Les hommes de main de Madame claquèrent du bec et le traînèrent vers le parvis du temple et sa porte d’or.
— Mais non, c’est bon, juré, je sors plus la nuit, mais j’ai pas besoin d’aller la voir !
Il tira sur ses bras autant qu’il le put, mais les thérianthropes n’eurent aucun mal à le porter pour avancer. Sans qu’ils eurent besoin de faire un geste, la porte à double battant s’ouvrit devant eux, dévoilant l’intérieur du temple.
La pièce s’étendait sur toute la longueur et la hauteur du bâtiment. Les colonnes, tantôt grecques et crénelées, tantôt égyptiennes, trapues et couvertes de hiéroglyphes couraient le long de l’allée magistrale composée de larges dalles en marbre rose aussi brillant que des miroirs.

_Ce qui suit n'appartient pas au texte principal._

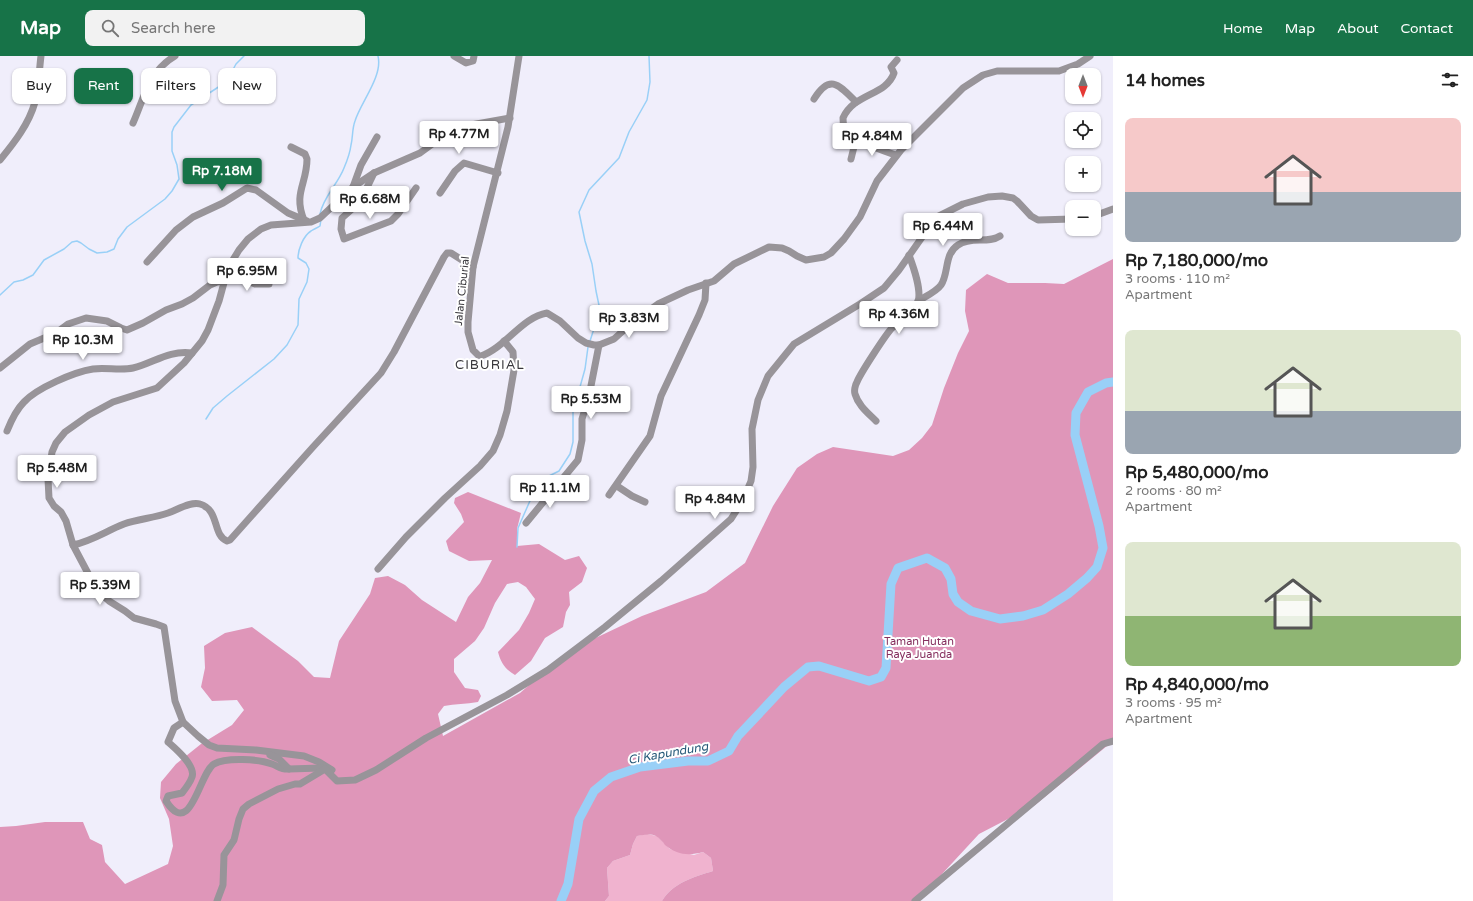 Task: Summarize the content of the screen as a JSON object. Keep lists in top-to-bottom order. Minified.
{"streets":{"street":["Jalan Ciburial"]},"districts":["CIBURIAL"],"water":["Ci Kapundung"],"parks":["Taman Hutan Raya Juanda"],"north":"bottom","page":{"header":"Map","search":"Search here","nav":["Home","Map","About","Contact"],"heading":"14 homes","map_buttons":["+","−"],"chip":["Buy","Rent","Filters","New"],"list":[{"name":"Rp 7,180,000/mo","note":"3 rooms · 110 m² · Apartment"},{"name":"Rp 5,480,000/mo","note":"2 rooms · 80 m² · Apartment"},{"name":"Rp 4,840,000/mo","note":"3 rooms · 95 m² · Apartment"}],"price":["Rp 4.77M","Rp 4.84M","Rp 7.18M","Rp 6.68M","Rp 6.44M","Rp 6.95M","Rp 4.36M","Rp 3.83M","Rp 10.3M","Rp 5.53M","Rp 5.48M","Rp 11.1M","Rp 4.84M","Rp 5.39M"]}}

Là où aurait dû se trouver l’autel se tenait un calice où flottait une énorme boule de feu dont les flammes venaient lécher le sol dans un bal de reflets mordorés. Derrière, sculptée à même le mur diaphane, Madame toisait ses visiteurs, ailes déployées, son bâton fiché avec autorité dans la terre. Sur son épaule, un faucon lançait un regard mauvais, animé par le feu en contrebas.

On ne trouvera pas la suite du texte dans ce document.